• **What you need to do**
When a line in the entries contains the word "canvas", copy that line in full.

=====

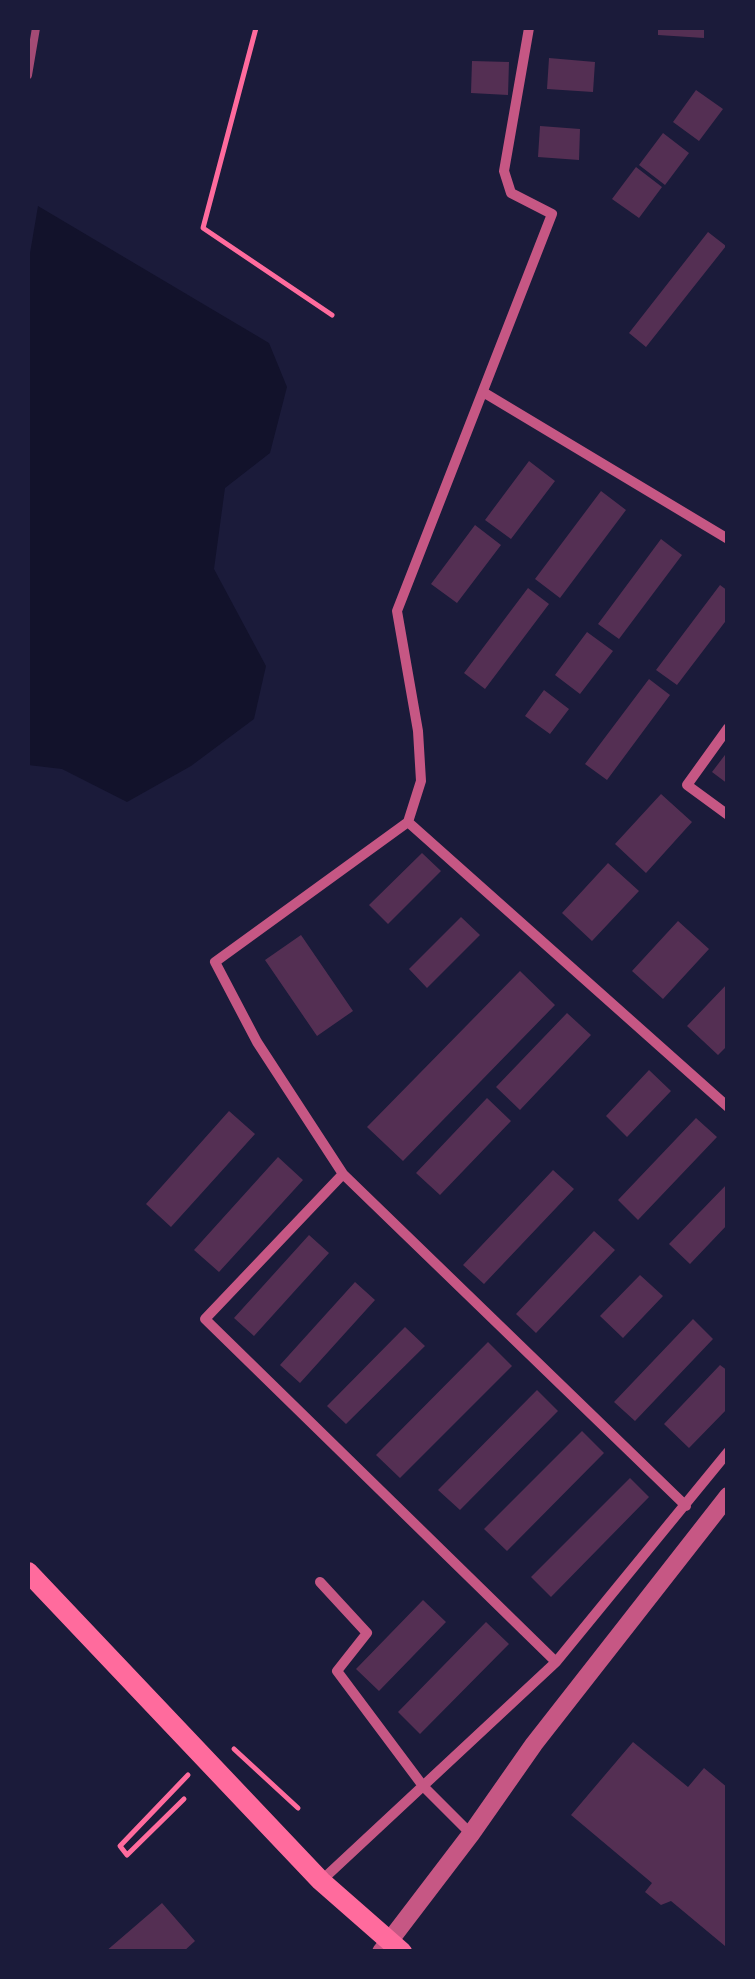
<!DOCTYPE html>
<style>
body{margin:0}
#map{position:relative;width:755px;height:1979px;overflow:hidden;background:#1b1b3a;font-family:"Crimson Pro",serif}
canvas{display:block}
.frame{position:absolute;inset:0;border:30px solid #1b1b3a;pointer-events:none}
</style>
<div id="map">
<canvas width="755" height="1979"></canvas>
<div class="frame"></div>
</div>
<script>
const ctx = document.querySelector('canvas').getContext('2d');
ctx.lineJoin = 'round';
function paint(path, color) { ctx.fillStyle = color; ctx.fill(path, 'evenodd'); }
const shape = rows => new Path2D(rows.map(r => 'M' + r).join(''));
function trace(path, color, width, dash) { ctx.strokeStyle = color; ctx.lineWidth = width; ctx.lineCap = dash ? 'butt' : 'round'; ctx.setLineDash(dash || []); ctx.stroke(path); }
paint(shape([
 [38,206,269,343,287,387,270,453,225,488,214,569,266,666,254,719,191,766,127,802,62,769,28,765,28,265]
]), '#12122b');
paint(shape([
 [658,28,704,28,704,38,658,35],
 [549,58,595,62,593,92,547,89],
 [472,61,509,62,508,95,471,93],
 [696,90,723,109,699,141,673,122],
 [540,126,580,129,579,160,538,157],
 [663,133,689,153,665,185,639,165],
 [636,167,662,187,639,218,612,199],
 [708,232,726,246,646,347,629,333],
 [529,461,555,481,511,539,485,520],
 [601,491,626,510,560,598,535,579],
 [475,525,501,545,457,603,431,584],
 [661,539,682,555,619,639,598,624],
 [720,585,728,591,728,618,677,685,656,670],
 [528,588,549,604,485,689,464,673],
 [587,632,613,651,580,694,555,675],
 [649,679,670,695,607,780,585,764],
 [544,690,569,709,550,734,525,716],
 [728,751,728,784,712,772],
 [661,794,692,822,646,873,615,844],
 [422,853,441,871,388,924,369,905],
 [608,863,639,891,592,941,562,913],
 [461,917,480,935,427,988,409,969],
 [678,921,709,949,663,999,632,971],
 [301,935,353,1011,317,1036,265,960],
 [520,971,555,1005,403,1161,367,1127],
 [728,983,728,1045,718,1055,687,1026],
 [567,1013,591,1035,520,1110,496,1087],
 [649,1070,671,1091,627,1137,606,1116],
 [487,1098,511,1121,440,1195,416,1173],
 [229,1111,255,1134,171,1227,146,1204],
 [696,1118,717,1137,638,1220,618,1200],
 [278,1157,303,1180,219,1272,194,1250],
 [553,1170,574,1189,484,1284,463,1265],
 [728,1183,728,1224,690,1264,669,1244],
 [594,1231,615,1250,536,1333,516,1314],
 [309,1235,329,1253,254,1336,234,1318],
 [640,1275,663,1296,623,1338,600,1316],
 [355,1282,375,1300,300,1383,280,1365],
 [693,1319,713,1339,635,1421,614,1402],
 [405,1327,425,1346,346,1424,327,1406],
 [488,1342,512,1366,400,1478,376,1455],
 [720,1365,728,1371,728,1408,689,1448,664,1424],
 [537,1390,558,1411,460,1510,438,1490],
 [582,1431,604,1453,507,1551,484,1529],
 [630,1478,649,1497,551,1597,531,1577],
 [423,1600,446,1622,379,1691,356,1669],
 [486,1622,509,1644,420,1734,398,1712],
 [633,1742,688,1787,704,1768,728,1788,728,1942,725,1946,671,1901,661,1905,645,1892,652,1883,571,1815],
 [162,1903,195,1941,183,1952,105,1952]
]), '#542f53');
trace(shape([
 [256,28,203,228,332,315],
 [234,1749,298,1808],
 [184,1799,127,1855,120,1846,188,1775]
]), '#ff6b9d', 5);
trace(shape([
 [529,28,504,171,511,193,552,214,397,611,418,731,421,781,408,822,215,962,257,1042,343,1174,686,1506],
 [483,392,728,539],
 [728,728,687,785,728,815],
 [408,822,728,1107],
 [343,1174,205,1319,556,1662],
 [320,1582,367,1633,337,1671,423,1786,471,1834],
 [321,1881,556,1662,728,1452]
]), '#c65784', 10);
trace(shape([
 [381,1952,471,1834,534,1744,728,1496]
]), '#c65784', 18);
trace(shape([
 [28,1572,321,1881,402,1952]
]), '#ff6b9d', 20);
trace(shape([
 [28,75,36,28]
]), '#a44b75', 8);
</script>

=====

• **Task result**
canvas{display:block}
<canvas width="755" height="1979"></canvas>
const ctx = document.querySelector('canvas').getContext('2d');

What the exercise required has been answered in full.